YOUR GOAL> Please return only the lines from the one holding "M1901,361l23,18 -49,26h-5z" through the one holding "M347,405l14,-32 224,-373", exactly as they appear in the records below, both ends included.

Stored items
↓
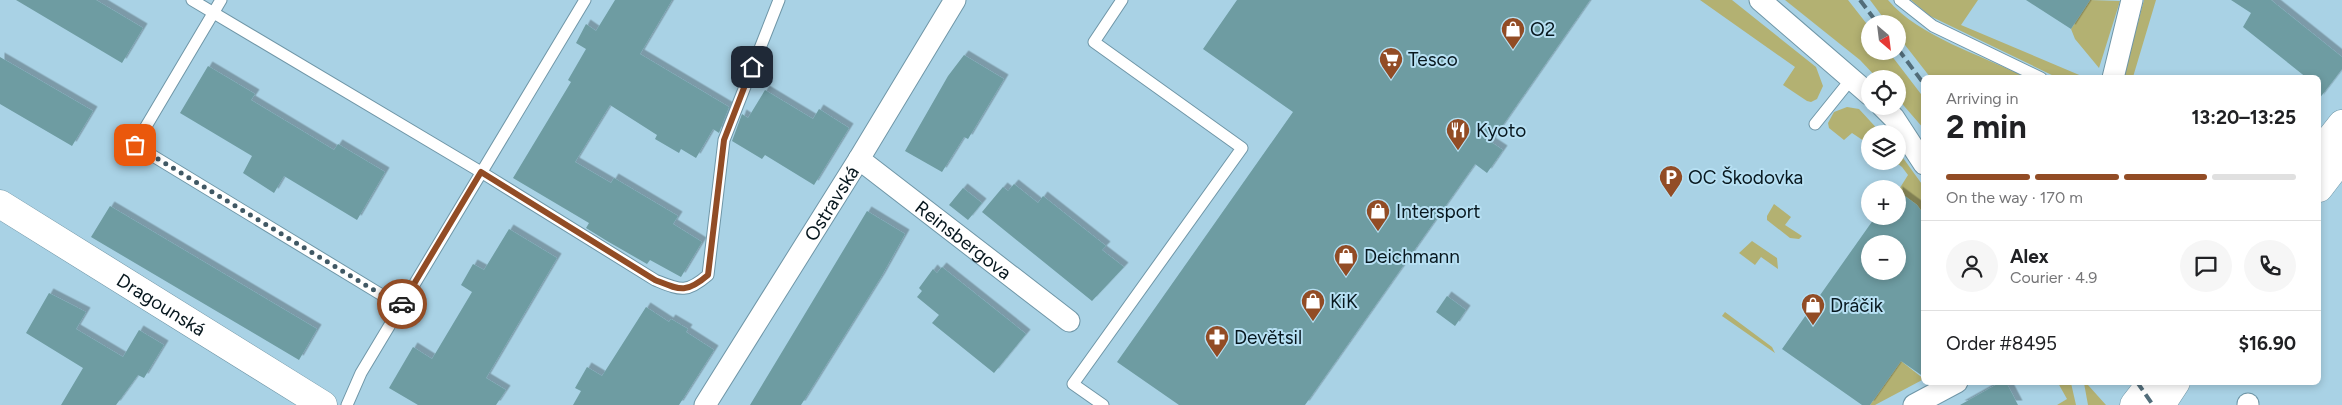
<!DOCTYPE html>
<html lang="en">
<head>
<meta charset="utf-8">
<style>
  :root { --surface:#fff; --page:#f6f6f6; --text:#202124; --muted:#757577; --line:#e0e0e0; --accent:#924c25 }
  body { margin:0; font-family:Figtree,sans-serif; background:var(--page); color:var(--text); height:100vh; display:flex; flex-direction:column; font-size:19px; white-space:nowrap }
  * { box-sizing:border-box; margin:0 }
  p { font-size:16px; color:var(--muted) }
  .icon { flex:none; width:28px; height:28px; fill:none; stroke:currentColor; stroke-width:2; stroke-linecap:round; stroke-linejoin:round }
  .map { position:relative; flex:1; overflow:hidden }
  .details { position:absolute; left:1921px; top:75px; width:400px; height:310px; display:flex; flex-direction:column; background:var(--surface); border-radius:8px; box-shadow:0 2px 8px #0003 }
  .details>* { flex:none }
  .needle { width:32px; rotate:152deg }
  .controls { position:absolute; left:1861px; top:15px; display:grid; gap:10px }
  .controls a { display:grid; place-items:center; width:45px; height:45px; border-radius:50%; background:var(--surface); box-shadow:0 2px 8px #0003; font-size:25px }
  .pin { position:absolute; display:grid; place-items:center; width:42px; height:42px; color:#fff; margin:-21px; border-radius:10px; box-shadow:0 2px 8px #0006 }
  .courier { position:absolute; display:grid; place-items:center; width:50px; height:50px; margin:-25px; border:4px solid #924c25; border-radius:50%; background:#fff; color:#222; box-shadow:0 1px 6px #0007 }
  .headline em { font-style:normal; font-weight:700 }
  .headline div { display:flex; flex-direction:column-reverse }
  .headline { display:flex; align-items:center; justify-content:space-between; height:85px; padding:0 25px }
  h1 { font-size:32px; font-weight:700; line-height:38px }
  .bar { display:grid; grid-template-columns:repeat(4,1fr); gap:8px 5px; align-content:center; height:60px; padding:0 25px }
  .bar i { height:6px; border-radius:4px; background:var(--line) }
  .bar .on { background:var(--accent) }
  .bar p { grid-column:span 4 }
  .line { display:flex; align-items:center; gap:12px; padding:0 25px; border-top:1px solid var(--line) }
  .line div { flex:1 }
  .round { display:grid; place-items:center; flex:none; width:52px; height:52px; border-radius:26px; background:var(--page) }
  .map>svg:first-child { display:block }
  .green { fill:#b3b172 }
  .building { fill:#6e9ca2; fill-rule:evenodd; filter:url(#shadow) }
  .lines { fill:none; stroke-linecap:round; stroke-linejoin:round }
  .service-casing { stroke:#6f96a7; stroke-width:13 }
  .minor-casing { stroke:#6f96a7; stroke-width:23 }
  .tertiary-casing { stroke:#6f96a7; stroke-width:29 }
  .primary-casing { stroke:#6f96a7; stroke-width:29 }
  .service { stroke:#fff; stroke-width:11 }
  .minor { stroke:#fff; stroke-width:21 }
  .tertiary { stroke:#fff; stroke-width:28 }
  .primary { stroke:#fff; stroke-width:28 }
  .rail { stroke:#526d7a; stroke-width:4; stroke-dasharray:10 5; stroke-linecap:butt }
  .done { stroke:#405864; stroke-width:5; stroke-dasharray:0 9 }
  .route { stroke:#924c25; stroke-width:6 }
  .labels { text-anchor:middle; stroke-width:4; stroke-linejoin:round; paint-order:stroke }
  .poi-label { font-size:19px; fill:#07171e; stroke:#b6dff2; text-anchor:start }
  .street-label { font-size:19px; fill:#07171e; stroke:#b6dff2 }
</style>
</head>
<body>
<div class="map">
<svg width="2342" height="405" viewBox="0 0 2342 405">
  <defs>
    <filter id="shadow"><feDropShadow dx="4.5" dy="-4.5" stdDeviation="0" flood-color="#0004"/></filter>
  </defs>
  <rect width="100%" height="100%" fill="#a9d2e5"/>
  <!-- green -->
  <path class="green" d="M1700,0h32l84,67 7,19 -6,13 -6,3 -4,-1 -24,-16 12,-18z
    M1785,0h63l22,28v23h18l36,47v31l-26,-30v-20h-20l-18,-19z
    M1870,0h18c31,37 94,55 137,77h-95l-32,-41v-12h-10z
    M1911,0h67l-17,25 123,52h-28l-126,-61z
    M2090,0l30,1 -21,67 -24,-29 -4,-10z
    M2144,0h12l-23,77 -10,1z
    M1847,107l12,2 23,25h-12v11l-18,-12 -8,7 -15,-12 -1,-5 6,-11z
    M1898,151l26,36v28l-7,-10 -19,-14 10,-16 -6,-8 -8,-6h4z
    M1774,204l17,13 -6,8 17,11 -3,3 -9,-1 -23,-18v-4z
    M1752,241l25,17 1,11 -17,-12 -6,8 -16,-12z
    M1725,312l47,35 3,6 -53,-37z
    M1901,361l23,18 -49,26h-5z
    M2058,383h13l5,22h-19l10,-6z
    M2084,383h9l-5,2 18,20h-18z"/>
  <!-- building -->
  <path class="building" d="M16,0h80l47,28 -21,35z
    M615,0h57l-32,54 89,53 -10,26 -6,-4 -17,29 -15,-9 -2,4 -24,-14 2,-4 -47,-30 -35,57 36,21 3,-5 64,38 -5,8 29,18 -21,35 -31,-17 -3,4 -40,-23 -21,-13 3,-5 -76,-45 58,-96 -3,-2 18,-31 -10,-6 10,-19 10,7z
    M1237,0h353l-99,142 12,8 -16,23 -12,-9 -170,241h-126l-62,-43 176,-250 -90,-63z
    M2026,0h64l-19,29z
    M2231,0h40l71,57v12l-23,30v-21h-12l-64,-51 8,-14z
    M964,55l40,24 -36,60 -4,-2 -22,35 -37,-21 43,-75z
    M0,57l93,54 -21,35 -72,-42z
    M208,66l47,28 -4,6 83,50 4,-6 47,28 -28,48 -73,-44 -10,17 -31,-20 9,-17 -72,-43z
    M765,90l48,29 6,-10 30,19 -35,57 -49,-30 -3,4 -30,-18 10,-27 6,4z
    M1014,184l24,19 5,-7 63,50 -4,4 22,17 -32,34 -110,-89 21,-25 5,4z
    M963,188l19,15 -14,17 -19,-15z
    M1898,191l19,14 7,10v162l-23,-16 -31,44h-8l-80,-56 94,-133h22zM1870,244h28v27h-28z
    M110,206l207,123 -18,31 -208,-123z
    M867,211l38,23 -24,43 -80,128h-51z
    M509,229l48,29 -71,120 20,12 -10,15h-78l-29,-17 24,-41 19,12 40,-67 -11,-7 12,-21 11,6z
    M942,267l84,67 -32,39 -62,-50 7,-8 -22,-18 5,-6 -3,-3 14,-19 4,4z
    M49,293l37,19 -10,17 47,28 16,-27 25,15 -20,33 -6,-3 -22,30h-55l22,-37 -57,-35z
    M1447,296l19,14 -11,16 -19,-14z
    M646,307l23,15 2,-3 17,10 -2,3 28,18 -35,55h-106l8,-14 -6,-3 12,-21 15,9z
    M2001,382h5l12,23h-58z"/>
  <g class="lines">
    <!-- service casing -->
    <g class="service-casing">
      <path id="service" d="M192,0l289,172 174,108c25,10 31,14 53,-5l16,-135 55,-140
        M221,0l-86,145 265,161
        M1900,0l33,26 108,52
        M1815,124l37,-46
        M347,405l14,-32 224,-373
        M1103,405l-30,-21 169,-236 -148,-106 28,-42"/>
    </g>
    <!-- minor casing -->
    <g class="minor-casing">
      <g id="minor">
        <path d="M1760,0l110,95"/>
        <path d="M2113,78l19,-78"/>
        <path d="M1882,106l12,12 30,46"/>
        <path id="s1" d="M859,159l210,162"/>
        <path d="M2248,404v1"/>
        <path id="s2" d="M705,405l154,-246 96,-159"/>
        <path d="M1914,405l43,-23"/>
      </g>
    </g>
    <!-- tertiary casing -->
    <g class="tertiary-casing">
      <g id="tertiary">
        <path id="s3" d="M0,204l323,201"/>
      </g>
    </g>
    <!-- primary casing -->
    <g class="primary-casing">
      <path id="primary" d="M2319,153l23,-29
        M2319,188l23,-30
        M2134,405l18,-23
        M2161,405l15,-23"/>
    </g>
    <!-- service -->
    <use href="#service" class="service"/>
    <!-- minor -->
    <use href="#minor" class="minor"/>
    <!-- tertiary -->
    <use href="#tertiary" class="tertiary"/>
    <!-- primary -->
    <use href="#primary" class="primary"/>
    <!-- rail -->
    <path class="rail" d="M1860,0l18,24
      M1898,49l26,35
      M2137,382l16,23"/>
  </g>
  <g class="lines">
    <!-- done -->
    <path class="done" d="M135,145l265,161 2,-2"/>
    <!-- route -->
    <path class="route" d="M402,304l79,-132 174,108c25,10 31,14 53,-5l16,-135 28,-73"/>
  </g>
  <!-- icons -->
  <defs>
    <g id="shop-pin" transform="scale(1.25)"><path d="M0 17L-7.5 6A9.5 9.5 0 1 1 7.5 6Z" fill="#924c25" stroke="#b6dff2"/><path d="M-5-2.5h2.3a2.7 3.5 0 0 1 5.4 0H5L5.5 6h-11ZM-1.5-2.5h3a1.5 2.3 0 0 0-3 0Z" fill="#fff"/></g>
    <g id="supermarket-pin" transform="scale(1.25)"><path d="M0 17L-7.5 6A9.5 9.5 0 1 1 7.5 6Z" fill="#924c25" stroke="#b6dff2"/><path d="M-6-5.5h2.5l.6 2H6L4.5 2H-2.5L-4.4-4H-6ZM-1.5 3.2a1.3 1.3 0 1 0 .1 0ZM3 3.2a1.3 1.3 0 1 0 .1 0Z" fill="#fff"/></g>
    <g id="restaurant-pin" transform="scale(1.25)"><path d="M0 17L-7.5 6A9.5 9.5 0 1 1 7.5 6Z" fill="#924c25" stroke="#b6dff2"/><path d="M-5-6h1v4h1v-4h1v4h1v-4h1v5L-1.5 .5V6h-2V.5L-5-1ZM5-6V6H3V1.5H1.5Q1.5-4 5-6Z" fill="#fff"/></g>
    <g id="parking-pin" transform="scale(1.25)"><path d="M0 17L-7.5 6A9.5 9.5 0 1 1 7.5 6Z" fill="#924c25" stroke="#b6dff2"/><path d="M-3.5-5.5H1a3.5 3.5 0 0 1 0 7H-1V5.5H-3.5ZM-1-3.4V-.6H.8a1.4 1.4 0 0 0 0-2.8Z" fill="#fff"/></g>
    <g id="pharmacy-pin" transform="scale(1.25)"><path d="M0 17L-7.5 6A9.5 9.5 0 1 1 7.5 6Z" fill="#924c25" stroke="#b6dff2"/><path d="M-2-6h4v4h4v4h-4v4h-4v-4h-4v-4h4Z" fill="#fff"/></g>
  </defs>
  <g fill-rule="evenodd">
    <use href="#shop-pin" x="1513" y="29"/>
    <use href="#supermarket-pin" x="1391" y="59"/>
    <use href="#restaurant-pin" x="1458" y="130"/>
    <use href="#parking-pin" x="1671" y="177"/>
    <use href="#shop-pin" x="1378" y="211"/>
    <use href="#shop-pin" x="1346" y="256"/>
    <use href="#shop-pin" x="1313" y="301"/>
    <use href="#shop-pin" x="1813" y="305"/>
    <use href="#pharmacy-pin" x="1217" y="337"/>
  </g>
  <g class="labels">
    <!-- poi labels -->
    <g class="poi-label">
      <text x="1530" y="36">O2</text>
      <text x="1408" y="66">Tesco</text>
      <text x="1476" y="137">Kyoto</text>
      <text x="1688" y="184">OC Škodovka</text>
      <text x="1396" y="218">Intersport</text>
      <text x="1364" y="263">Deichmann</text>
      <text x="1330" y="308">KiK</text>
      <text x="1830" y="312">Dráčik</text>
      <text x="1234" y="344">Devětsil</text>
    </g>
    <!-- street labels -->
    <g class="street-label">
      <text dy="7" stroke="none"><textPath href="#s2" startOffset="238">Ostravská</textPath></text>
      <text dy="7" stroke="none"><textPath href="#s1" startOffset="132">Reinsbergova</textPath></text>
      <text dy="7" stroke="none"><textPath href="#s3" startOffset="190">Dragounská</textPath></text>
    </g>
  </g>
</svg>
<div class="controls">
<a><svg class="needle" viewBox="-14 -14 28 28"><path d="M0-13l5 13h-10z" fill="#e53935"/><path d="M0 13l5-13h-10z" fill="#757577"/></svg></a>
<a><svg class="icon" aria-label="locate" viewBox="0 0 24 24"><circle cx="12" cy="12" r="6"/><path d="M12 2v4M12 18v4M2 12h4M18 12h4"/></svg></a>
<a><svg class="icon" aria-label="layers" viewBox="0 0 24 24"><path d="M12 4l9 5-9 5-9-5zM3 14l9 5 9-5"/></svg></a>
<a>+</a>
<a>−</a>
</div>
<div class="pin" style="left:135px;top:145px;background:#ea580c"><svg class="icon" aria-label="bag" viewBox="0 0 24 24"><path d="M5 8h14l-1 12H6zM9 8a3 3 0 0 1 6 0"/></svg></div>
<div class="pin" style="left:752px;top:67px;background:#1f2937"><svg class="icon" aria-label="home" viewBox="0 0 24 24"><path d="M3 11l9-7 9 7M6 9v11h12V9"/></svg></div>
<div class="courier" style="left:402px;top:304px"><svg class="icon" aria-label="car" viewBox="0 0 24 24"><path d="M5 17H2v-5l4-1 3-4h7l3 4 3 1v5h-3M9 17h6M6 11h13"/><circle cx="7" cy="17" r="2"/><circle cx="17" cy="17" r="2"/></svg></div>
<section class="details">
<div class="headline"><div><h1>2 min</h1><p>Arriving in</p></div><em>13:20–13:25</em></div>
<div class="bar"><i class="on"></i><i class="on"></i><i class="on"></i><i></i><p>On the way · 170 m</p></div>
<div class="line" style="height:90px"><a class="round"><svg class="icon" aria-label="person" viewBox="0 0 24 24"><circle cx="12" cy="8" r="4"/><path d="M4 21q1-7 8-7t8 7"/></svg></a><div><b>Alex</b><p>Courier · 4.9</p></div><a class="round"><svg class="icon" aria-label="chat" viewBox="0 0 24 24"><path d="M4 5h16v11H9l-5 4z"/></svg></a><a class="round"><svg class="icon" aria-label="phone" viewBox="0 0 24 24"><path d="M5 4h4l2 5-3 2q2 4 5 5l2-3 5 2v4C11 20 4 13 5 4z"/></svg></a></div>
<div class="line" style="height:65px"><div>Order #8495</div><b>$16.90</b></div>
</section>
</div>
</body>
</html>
↑
COMPLETED EXERCISE>
    M1901,361l23,18 -49,26h-5z
    M2058,383h13l5,22h-19l10,-6z
    M2084,383h9l-5,2 18,20h-18z"/>
  <!-- building -->
  <path class="building" d="M16,0h80l47,28 -21,35z
    M615,0h57l-32,54 89,53 -10,26 -6,-4 -17,29 -15,-9 -2,4 -24,-14 2,-4 -47,-30 -35,57 36,21 3,-5 64,38 -5,8 29,18 -21,35 -31,-17 -3,4 -40,-23 -21,-13 3,-5 -76,-45 58,-96 -3,-2 18,-31 -10,-6 10,-19 10,7z
    M1237,0h353l-99,142 12,8 -16,23 -12,-9 -170,241h-126l-62,-43 176,-250 -90,-63z
    M2026,0h64l-19,29z
    M2231,0h40l71,57v12l-23,30v-21h-12l-64,-51 8,-14z
    M964,55l40,24 -36,60 -4,-2 -22,35 -37,-21 43,-75z
    M0,57l93,54 -21,35 -72,-42z
    M208,66l47,28 -4,6 83,50 4,-6 47,28 -28,48 -73,-44 -10,17 -31,-20 9,-17 -72,-43z
    M765,90l48,29 6,-10 30,19 -35,57 -49,-30 -3,4 -30,-18 10,-27 6,4z
    M1014,184l24,19 5,-7 63,50 -4,4 22,17 -32,34 -110,-89 21,-25 5,4z
    M963,188l19,15 -14,17 -19,-15z
    M1898,191l19,14 7,10v162l-23,-16 -31,44h-8l-80,-56 94,-133h22zM1870,244h28v27h-28z
    M110,206l207,123 -18,31 -208,-123z
    M867,211l38,23 -24,43 -80,128h-51z
    M509,229l48,29 -71,120 20,12 -10,15h-78l-29,-17 24,-41 19,12 40,-67 -11,-7 12,-21 11,6z
    M942,267l84,67 -32,39 -62,-50 7,-8 -22,-18 5,-6 -3,-3 14,-19 4,4z
    M49,293l37,19 -10,17 47,28 16,-27 25,15 -20,33 -6,-3 -22,30h-55l22,-37 -57,-35z
    M1447,296l19,14 -11,16 -19,-14z
    M646,307l23,15 2,-3 17,10 -2,3 28,18 -35,55h-106l8,-14 -6,-3 12,-21 15,9z
    M2001,382h5l12,23h-58z"/>
  <g class="lines">
    <!-- service casing -->
    <g class="service-casing">
      <path id="service" d="M192,0l289,172 174,108c25,10 31,14 53,-5l16,-135 55,-140
        M221,0l-86,145 265,161
        M1900,0l33,26 108,52
        M1815,124l37,-46
        M347,405l14,-32 224,-373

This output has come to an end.